Una ragazza di 17 anni che ha perso da poco la madre. Un forte legame con il padre. Una vita a scuola come tante. Poi, un giorno, una lite con la nuova compagna del padre mentre è in cucina. Riceve uno schiaffo. E d’istinto lei, con il coltello che ha in mano per cucinare, trafigge la donna. Poi il carcere. E il tentato suicidio.
È la storia di Sofia, protagonista del film “Una figlia” di Ivano De Matteo, con Ginevra Francesconi e Stefano Accorsi. Una storia di quelle che si leggono sui giornali, di liti familiari, di violenza. Quello che ci racconta il regista, però, è ciò che si nasconde dietro a queste storie. La vita sconvolta di un’adolescente, quasi in stato di trance, che perde i contatti con il resto del mondo. Mentre intanto ci si chiede: quanto può perdonare un genitore? Perché la vita cambia non solo per chi è dentro, ma anche per chi resta fuori.
Nel carcere è nascosto un universo di oltre 250mila storie, tra detenute e detenuti, soggetti in esecuzione esterna e in attesa di esecuzione della pena. Nove su dieci sono uomini. Persone che hanno commesso gravi crimini, anche imperdonabili agli occhi della società, ma che restano esseri umani titolari di diritti e dignità umana, secondo l’art. 27 della nostra Costituzione: “Le pene non possono consistere in trattamenti contrari al senso di umanità e devono tendere alla rieducazione del condannato”. Il sovraffollamento, l'inadeguatezza delle strutture, la mancanza di personale e fondi e il dramma dei suicidi sono temi che non possono essere ignorati.
Secondo i dati riportati nel Rapporto ASviS, l’Italia è al sestultimo posto su 27 Paesi Ue relativamente al 16esimo Obiettivo di sviluppo sostenibile “Pace, giustizia e istituzioni solide” dell’Agenda 2030 dell’Onu. Un Obiettivo che, con il suo Target 16.3, si occupa anche di “promuovere lo stato di diritto a livello nazionale e internazionale e garantire parità di accesso alla giustizia per tutti”.
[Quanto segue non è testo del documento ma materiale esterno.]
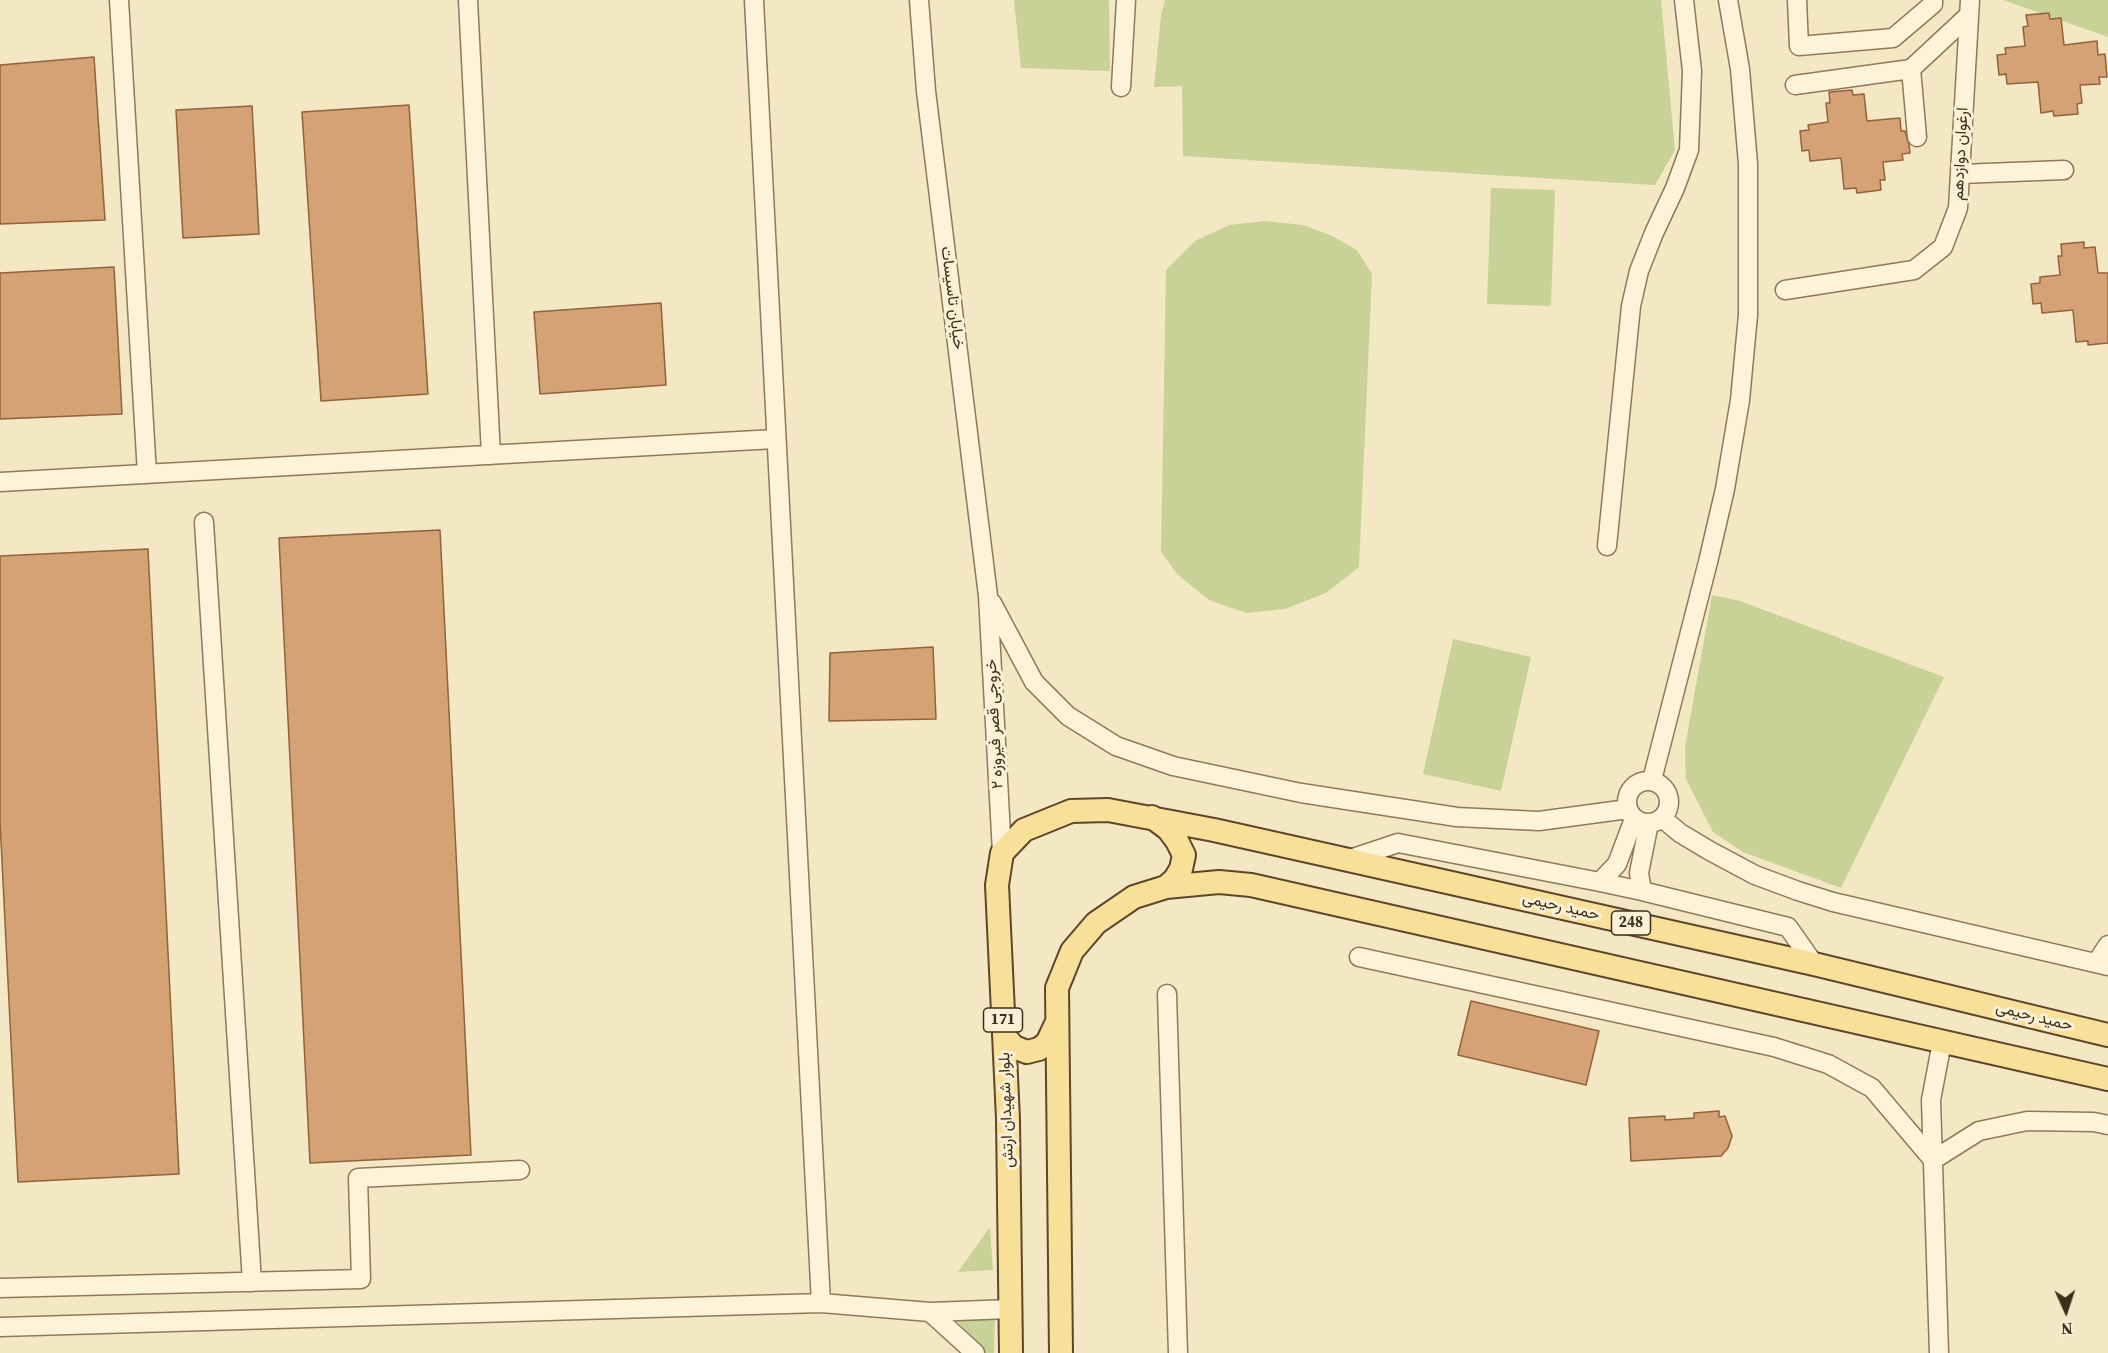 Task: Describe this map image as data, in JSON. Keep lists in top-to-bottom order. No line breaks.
{"streets":{"main road":["حمید رحیمی","248","171","بلوار شهیدان ارتش"],"street":["ارغوان دوازدهم","خیابان تاسیسات","خروجی قصر فیروزه ۲"]},"crossings":[["خیابان تاسیسات","خروجی قصر فیروزه ۲"],["خروجی قصر فیروزه ۲","بلوار شهیدان ارتش"]],"north":"bottom"} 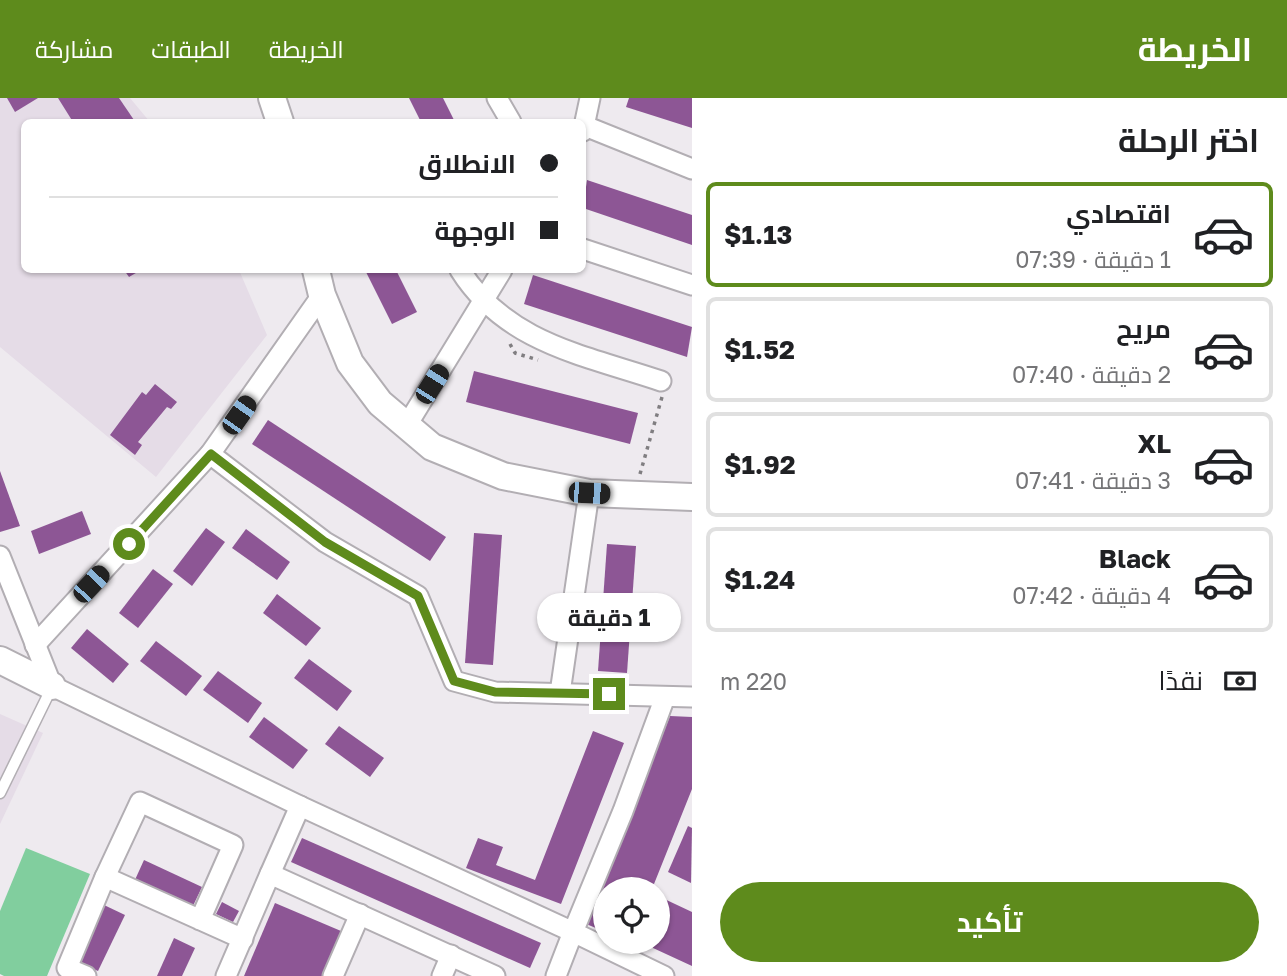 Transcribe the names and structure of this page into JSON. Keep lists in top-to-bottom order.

“Il sistema carcerario è contrassegnato da una grave e ormai insostenibile condizione di sovraffollamento, nonché da condizioni strutturali inadeguate di molti istituti”, ha affermato alcune settimane fa il presidente della Repubblica Sergio Mattarella, “sono necessari interventi di manutenzione e ristrutturazioni da intraprendere con urgenza nella consapevolezza che lo spazio non può essere concepito unicamente come luogo di custodia ma deve includere ambienti destinati alla socialità, all'affettività, alla progettualità del trattamento”. Nel 2023 c’erano 117,6 detenute e detenuti per 100 posti disponibili, rispetto a un obiettivo al 2030 di azzerare il sovraffollamento. Inoltre, secondo Antigone, anche se continua a calare la percentuale di persone detenute in custodia cautelare, le persone in attesa di giudizio e presunte innocenti continuano a rappresentare più di un quarto delle detenute e dei detenuti. Dal ministero della Giustizia si leva un primo segnale sul sovraffollamento: entro settembre una task force ministeriale valuterà la fattibilità di interventi in favore dei reclusi con ancora due anni da scontare e che non abbiano avuto sanzioni disciplinari.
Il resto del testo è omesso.